## Exercise prompt
The lines from the start of the data through the line containing "0 #a09a8c) drop-shadow(-2px" are to be reproduced exactly, both ends included.

## Material for this exercise
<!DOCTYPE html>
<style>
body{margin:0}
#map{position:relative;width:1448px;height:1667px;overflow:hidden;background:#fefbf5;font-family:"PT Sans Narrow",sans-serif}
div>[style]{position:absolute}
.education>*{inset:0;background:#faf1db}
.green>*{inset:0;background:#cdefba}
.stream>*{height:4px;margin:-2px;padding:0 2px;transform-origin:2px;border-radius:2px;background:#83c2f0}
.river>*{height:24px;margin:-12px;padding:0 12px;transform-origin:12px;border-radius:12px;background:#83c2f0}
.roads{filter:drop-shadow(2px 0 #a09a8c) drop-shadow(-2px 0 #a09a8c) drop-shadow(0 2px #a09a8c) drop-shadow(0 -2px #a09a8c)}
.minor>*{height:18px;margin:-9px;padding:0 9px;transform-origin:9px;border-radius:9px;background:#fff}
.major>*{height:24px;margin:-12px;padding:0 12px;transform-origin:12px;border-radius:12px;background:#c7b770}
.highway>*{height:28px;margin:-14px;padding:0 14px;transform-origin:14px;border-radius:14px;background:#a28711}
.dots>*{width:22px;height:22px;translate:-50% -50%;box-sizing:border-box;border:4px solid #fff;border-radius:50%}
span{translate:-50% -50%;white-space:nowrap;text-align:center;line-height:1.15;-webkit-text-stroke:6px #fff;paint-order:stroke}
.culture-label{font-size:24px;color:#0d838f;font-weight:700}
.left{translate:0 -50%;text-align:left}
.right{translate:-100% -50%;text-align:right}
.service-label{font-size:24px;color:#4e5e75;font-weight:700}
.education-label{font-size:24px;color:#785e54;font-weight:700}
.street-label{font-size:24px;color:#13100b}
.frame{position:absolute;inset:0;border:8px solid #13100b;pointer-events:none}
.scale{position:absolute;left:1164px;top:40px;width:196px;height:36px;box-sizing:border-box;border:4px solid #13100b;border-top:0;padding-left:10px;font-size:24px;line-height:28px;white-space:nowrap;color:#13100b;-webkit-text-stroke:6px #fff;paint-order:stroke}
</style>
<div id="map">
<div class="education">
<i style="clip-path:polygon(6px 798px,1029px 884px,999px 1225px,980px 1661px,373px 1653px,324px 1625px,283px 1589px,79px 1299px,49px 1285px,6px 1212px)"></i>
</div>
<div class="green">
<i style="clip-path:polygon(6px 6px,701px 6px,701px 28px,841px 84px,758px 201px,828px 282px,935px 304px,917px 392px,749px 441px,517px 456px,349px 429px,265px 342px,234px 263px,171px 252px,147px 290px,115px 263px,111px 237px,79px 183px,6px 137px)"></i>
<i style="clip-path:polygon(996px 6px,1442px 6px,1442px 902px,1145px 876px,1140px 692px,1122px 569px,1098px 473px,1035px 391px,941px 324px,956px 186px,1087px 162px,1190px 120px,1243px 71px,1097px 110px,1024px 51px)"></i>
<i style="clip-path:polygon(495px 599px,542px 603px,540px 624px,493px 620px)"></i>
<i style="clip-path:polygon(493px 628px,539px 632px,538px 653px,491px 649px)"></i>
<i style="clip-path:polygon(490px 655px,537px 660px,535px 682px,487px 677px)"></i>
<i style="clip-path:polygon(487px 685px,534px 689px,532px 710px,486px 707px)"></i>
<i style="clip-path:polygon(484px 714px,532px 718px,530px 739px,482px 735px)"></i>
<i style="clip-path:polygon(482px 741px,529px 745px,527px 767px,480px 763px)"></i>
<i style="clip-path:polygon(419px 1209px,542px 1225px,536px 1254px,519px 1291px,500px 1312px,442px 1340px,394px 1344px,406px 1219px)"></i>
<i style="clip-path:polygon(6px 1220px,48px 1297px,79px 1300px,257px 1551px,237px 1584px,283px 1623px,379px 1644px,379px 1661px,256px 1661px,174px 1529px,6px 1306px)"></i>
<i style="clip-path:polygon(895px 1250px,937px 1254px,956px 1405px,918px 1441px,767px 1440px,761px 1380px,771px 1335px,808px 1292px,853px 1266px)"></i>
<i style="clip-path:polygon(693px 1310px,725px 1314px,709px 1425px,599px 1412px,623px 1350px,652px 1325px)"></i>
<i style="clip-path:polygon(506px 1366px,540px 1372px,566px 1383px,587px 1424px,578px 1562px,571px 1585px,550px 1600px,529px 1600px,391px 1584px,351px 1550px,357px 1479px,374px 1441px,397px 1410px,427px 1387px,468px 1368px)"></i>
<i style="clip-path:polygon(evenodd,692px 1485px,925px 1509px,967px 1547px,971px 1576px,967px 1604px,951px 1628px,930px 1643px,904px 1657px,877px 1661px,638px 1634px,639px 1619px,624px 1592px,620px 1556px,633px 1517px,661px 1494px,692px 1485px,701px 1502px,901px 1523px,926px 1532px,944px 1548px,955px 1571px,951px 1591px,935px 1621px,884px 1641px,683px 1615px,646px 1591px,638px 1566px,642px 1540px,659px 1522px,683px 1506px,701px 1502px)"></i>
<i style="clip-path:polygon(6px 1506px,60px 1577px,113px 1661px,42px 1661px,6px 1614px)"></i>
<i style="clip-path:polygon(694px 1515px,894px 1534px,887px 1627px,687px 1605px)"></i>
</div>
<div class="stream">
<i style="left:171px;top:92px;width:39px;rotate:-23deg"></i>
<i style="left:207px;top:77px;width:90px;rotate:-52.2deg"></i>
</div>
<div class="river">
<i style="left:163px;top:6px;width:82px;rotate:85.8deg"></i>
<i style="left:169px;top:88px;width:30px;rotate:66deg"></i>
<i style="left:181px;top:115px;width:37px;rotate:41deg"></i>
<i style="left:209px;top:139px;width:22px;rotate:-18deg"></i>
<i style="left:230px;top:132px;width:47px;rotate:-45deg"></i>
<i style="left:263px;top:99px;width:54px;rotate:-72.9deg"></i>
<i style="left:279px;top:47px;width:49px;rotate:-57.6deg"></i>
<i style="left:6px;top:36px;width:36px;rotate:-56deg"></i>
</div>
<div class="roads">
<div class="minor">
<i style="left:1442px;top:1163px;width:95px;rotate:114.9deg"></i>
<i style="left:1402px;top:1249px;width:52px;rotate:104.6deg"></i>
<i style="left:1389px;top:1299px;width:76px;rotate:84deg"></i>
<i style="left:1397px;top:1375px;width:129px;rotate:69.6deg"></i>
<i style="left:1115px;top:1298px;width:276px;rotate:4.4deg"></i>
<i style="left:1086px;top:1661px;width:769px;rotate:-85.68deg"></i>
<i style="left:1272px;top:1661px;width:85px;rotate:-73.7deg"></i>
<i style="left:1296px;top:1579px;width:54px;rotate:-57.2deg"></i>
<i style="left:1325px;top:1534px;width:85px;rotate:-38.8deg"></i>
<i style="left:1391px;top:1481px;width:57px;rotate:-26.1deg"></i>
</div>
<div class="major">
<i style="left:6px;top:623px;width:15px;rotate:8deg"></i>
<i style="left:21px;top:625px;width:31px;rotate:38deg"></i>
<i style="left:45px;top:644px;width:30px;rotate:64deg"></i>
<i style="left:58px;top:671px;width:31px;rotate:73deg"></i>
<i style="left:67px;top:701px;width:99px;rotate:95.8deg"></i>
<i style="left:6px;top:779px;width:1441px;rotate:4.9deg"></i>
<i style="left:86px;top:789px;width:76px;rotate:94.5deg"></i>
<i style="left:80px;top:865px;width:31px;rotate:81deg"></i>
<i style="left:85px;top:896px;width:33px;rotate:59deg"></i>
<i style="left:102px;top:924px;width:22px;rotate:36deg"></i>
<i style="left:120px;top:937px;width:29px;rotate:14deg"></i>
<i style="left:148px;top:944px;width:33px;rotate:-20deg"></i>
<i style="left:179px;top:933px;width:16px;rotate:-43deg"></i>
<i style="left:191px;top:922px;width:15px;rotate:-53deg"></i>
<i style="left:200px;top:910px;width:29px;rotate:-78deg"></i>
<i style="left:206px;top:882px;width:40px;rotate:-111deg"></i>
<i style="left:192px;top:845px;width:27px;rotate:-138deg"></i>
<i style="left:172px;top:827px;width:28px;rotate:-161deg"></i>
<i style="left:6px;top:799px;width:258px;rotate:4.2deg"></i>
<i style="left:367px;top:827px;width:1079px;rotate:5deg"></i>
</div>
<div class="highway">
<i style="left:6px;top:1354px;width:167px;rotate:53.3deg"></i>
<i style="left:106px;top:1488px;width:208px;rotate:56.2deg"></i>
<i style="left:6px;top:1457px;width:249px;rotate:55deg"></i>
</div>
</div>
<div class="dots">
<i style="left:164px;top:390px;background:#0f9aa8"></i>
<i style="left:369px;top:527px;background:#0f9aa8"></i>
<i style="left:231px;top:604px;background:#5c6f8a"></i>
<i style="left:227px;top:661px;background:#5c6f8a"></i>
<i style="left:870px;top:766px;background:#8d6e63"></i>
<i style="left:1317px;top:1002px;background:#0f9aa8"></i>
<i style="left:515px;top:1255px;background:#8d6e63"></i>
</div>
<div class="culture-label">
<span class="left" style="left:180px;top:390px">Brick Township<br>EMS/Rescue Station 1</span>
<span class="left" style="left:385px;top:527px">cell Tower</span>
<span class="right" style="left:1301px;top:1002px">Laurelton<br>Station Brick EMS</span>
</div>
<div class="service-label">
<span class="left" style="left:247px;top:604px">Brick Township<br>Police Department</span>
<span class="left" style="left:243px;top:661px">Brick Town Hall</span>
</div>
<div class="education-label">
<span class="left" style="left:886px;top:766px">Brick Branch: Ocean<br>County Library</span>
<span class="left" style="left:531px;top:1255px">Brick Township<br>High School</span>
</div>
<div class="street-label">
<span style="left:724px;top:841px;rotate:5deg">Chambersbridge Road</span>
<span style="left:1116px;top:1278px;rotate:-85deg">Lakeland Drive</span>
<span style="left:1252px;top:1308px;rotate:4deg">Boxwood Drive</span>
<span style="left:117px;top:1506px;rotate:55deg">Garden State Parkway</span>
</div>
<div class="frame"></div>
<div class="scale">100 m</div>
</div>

## Exercise solution
<!DOCTYPE html>
<style>
body{margin:0}
#map{position:relative;width:1448px;height:1667px;overflow:hidden;background:#fefbf5;font-family:"PT Sans Narrow",sans-serif}
div>[style]{position:absolute}
.education>*{inset:0;background:#faf1db}
.green>*{inset:0;background:#cdefba}
.stream>*{height:4px;margin:-2px;padding:0 2px;transform-origin:2px;border-radius:2px;background:#83c2f0}
.river>*{height:24px;margin:-12px;padding:0 12px;transform-origin:12px;border-radius:12px;background:#83c2f0}
.roads{filter:drop-shadow(2px 0 #a09a8c) drop-shadow(-2px 0 #a09a8c) drop-shadow(0 2px #a09a8c) drop-shadow(0 -2px #a09a8c)}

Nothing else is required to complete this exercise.